[DATA]
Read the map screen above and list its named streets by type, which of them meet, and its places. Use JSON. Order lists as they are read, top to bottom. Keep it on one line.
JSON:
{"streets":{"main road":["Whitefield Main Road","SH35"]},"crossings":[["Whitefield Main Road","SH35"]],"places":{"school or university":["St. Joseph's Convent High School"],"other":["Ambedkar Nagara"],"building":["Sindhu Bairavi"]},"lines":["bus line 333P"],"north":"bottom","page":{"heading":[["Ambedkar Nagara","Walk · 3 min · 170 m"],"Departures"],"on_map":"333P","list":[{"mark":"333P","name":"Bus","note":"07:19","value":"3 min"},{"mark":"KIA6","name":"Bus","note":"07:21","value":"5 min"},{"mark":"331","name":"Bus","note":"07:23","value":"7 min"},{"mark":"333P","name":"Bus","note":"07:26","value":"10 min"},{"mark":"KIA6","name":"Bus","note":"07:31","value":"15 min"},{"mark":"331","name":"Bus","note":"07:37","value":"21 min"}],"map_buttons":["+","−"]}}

[WHAT TO PRODUCE] Reproduce the material while keeping each line exactly as it was written.

[COMPLETED EXERCISE]
Read the map screen above and list its named streets by type, which of them meet, and its places. Use JSON. Order lists as they are read, top to bottom. Keep it on one line.
JSON:
{"streets":{"main road":["Whitefield Main Road","SH35"]},"crossings":[["Whitefield Main Road","SH35"]],"places":{"school or university":["St. Joseph's Convent High School"],"other":["Ambedkar Nagara"],"building":["Sindhu Bairavi"]},"lines":["bus line 333P"],"north":"bottom","page":{"heading":[["Ambedkar Nagara","Walk · 3 min · 170 m"],"Departures"],"on_map":"333P","list":[{"mark":"333P","name":"Bus","note":"07:19","value":"3 min"},{"mark":"KIA6","name":"Bus","note":"07:21","value":"5 min"},{"mark":"331","name":"Bus","note":"07:23","value":"7 min"},{"mark":"333P","name":"Bus","note":"07:26","value":"10 min"},{"mark":"KIA6","name":"Bus","note":"07:31","value":"15 min"},{"mark":"331","name":"Bus","note":"07:37","value":"21 min"}],"map_buttons":["+","−"]}}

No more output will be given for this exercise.